We can also find the response of some property (B) to the perturbation; it equals the correlation between A and B. For example one can find the effect of cutting off the potential. Generally one expects that if the neglected potential is smooth it is pretty much independent of the phase space point R, and hence terms higher order than first can be neglected. A second example is to apply a sinusoidal potential and look at the response of the density. It is simply S _k, the structure factor. That is essentially how neutrons and X-rays measure the structure factor.

Diffusion Constant

The transformation assumes that one is using the unwound coordinates; the positions of the atoms such that:

r(t+h) = r(t) + h v(t) + ...

Don't use periodic boundary conditions to put particles back in the central cell.

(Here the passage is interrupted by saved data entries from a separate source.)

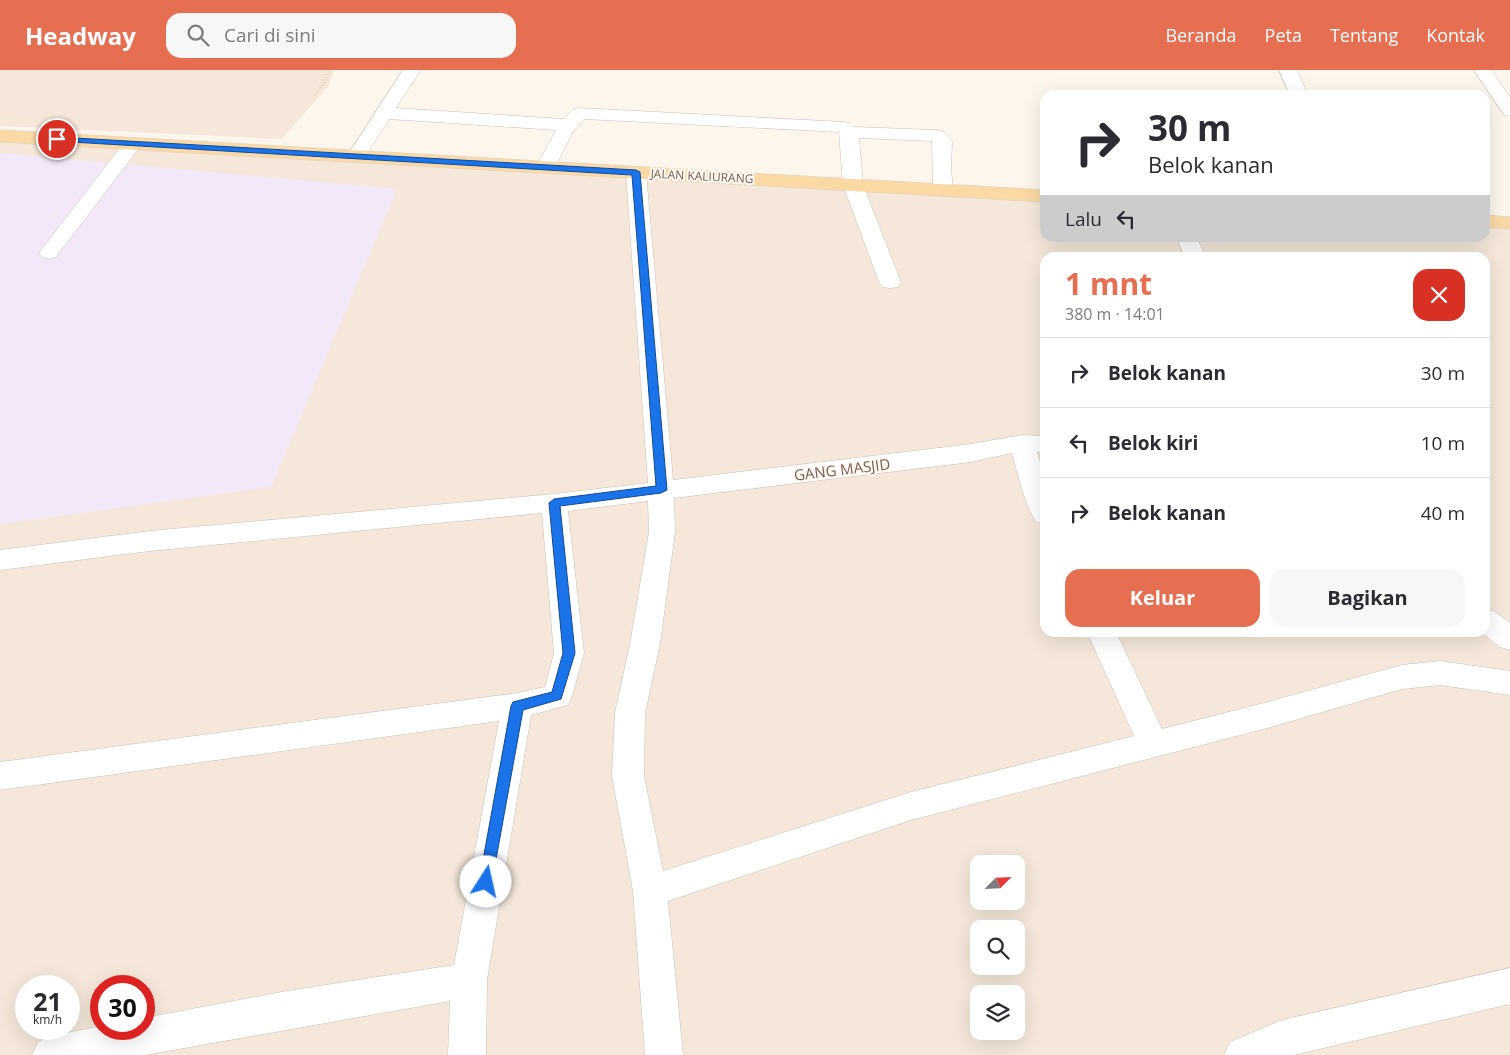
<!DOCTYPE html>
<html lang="id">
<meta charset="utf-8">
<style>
body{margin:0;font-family:"Open Sans",sans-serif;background:#f7f7f7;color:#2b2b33;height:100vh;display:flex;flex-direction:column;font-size:19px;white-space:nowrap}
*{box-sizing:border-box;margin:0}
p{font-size:16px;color:#7c7c81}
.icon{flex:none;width:28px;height:28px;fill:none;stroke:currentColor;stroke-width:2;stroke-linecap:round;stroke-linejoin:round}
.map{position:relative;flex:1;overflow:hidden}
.side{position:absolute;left:1040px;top:182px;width:450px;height:385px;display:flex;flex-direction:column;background:#fff;border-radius:15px;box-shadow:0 5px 20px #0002}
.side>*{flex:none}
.guide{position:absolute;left:1040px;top:20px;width:450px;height:152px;border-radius:15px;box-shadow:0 5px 20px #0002;background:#fff;color:#2b2b33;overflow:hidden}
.needle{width:32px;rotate:66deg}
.buttons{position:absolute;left:970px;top:785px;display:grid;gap:10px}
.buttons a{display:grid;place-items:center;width:55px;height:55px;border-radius:10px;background:#fff;box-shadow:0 5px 20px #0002;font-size:25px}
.speed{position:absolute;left:15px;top:905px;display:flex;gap:10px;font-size:25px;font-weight:700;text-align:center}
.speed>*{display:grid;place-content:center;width:65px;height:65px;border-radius:50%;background:#fff;box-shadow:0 5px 20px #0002;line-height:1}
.speed small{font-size:12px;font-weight:400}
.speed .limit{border:8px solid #d22;background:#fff;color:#111}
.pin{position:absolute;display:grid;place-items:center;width:42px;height:42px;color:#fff;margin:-21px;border:2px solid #fff;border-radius:50%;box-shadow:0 1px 5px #0007}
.me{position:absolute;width:55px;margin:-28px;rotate:10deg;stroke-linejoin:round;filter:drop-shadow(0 0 4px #0008)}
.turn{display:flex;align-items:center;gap:18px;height:105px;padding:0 25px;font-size:22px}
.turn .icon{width:65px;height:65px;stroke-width:2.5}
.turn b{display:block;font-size:35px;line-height:42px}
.then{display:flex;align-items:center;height:48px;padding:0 25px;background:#0003;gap:10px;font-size:19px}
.round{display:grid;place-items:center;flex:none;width:52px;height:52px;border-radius:15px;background:#f7f7f7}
.overview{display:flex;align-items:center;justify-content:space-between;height:85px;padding:0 25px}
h1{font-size:30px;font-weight:700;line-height:38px;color:#e76f51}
.action{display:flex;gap:10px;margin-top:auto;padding:10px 25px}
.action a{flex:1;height:58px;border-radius:15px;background:#e76f51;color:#fff;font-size:20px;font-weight:700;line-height:58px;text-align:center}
.action a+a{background:#f7f7f7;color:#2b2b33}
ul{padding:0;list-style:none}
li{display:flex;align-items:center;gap:15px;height:70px;padding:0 25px;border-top:1px solid #e1e1e2}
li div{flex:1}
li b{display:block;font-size:19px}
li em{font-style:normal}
header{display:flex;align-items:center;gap:30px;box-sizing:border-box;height:70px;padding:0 25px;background:#e76f51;color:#fff}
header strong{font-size:24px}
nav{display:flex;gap:28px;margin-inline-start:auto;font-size:18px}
.search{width:350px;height:45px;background:#f7f7f7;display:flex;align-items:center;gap:12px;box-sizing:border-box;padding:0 18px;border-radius:15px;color:#7c7c81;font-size:19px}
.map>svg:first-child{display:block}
.residential{fill:#f5e8da;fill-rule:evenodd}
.education{fill:#f3e8fa}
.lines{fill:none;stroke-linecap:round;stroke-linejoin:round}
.minor-casing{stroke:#d1beb0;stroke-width:1}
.major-casing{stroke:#dad1cd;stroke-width:1}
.path{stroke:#d9b8a5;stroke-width:2.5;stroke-dasharray:0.5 2.5;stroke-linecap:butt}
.minor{fill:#fff;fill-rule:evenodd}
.major{fill:#fbd9a5;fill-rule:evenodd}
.route{fill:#1a73e8;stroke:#114b97}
.labels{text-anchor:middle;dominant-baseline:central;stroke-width:4;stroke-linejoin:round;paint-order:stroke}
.far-street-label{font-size:12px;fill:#7a5c4d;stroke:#fffaf3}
.street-label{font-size:15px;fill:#7a5c4d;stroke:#fffaf3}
</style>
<header>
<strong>Headway</strong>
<div class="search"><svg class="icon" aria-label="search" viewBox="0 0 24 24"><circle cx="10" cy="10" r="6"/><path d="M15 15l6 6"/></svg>Cari di sini</div>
<nav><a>Beranda</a><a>Peta</a><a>Tentang</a><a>Kontak</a></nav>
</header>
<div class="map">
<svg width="1510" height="985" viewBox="0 0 1510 985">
<rect width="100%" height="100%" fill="#fdf6ec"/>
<path class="residential" d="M 0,0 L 334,0 L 329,15 L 282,69 L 0,56 Z
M 0,67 L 1045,130 L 1045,168 L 1485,168 L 1485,157 L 1510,158 L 1510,985 L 0,985 ZM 1045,188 L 1485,188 L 1485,562 L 1045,562 ZM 979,794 L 1016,794 L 1016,831 L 979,831 ZM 979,859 L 1016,859 L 1016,896 L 979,896 ZM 26,916 L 69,916 L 69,959 L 26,959 ZM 101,916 L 144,916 L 144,959 L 101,959 ZM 979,924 L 1016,924 L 1016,961 L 979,961 Z"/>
<path class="education" d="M 0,83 L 397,119 L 271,417 L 0,454 Z"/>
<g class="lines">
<g class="minor-casing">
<path id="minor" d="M 403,0 L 421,0 L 396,38 L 563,49 L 574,39 L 580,38 L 844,52 L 850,53 L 854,57 L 937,60 L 944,62 L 952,71 L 951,99 L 953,120 L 950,124 L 943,126 L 936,124 L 933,120 L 932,71 L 859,68 L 863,115 L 901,212 L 898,217 L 890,218 L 882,217 L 879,212 L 843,115 L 839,62 L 584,49 L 573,62 L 553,101 L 546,103 L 539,101 L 536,97 L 556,60 L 389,49 L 363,90 L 356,92 L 349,90 L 347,86 Z
M 1279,0 L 1297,0 L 1308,25 L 1290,25 Z
M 1474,0 L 1492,0 L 1510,28 L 1510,46 L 1504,45 Z
M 133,68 L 140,70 L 142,74 L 56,187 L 49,189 L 42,187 L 39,183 L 42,179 L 126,70 Z
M 636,97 L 643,99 L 646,103 L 673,410 L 971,374 L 1022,365 L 1045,366 L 1045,382 L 1037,382 L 1045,409 L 1045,454 L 1036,452 C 1023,431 1019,407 1012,383 L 971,392 L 674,428 L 675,462 L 660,574 L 645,643 L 644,706 L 663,801 L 911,722 L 1134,666 L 1087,562 L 1116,562 L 1162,659 L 1264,633 L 1402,595 L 1440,591 L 1510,601 L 1510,625 L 1440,615 L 1402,619 L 1264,659 L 911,750 L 668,831 L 683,985 L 645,985 L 633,821 L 612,706 L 615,643 L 630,574 L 649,462 L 648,431 L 568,441 L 584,583 L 572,626 L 568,635 L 531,645 L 487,910 L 486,985 L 448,985 L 450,931 L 145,985 L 32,985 L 38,972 L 51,966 L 101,956 L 101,959 L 144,959 L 144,948 L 287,921 L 454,895 L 499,651 L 0,720 L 0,692 L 517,623 L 545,617 L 554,583 L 542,443 L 150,481 L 0,500 L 0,480 L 150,461 L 554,424 L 648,413 L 626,103 L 629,99 Z
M 1177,168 L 1197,168 L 1206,188 L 1185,188 Z
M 1485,539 L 1495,542 L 1510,553 L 1510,580 L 1500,577 L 1481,562 L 1485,562 Z
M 1510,898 L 1510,934 L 1294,985 L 1224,985 L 1230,972 L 1282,950 Z"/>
</g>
<g class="major-casing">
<path id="major" d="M 0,60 L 1045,120 L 1045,132 L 0,72 Z
M 1485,145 L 1510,147 L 1510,159 L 1485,157 Z"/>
</g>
<path class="path" d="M 315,25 L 325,11 L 329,0"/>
<use href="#minor" class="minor"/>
<use href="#major" class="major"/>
</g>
<path class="route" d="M 57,67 L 636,100 L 640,102 L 667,420 L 661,423 L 560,436 L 575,583 L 561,629 L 523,640 L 491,817 L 486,819 L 481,817 L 479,812 L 511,636 L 513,632 L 552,622 L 563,583 L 549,433 L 554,429 L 656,416 L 632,105 L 54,71 L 53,69 Z"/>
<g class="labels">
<g class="far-street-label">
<text transform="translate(702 106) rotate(3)">JALAN KALIURANG</text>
</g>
<g class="street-label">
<text transform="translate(842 399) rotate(-7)">GANG MASJID</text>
</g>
</g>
</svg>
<div class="buttons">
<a><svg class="needle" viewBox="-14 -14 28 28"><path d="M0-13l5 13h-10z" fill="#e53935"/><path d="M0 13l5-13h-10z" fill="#7c7c81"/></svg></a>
<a><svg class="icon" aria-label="search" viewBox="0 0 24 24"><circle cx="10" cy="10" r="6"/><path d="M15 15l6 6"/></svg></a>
<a><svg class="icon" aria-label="layers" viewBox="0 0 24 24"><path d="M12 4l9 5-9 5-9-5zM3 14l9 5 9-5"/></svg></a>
</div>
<div class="speed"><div>21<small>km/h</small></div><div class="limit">30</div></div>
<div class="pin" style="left:57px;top:69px;background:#d93025"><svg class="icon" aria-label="arrive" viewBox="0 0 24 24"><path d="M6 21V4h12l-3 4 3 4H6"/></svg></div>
<svg class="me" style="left:486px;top:812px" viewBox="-20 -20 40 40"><circle r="19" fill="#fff"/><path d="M0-13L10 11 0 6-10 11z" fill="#1a73e8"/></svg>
<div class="guide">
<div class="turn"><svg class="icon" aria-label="right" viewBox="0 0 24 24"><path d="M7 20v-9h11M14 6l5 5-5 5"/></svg><div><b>30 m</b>Belok kanan</div></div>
<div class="then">Lalu<svg class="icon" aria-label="left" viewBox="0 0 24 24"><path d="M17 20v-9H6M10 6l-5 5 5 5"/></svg></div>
</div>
<section class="side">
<div class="overview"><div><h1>1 mnt</h1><p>380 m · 14:01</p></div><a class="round" style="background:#d93025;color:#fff"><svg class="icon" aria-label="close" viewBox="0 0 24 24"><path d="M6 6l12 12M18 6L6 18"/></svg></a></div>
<ul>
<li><svg class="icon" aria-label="right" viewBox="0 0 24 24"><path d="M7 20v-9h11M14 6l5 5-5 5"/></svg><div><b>Belok kanan</b></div><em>30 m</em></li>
<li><svg class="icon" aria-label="left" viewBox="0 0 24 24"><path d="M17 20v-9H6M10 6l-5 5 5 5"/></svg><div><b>Belok kiri</b></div><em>10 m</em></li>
<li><svg class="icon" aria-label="right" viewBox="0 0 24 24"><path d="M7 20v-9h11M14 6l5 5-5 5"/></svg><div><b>Belok kanan</b></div><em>40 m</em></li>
</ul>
<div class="action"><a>Keluar</a><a>Bagikan</a></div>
</section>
</div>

One of the key discoveries in the early days of computer simulation was the long-time tails on the v-v function. by Alder and Wainwright. The v-v correlation functions decay algebraically in time. (as t^-d/2) where d is the spatial dimension.) This implies that diffusion may not really exist in 2D. This is not Markovian (random) behavior which would decay exponentially in time. The momentum of a fast moving particle gets stored in the nearby liquid as a vortex and helps to keep it moving in the same direction for a very long time. (citation)

Response to a time varying perturbation

The dynamic structure factor is a key quantity (also known as the density-density response function). If you push the system at time and place (r,t) how does it respond at (r',t')? This is what neutron scattering does. It is not hard to see that sound waves of various kinds will show up as prominent features of S_k (w). This is a good way to see them. The book The Theory of Simple Liquids by Hansen and MacDonald contains a thorough treatment of the theoretical properties of this function.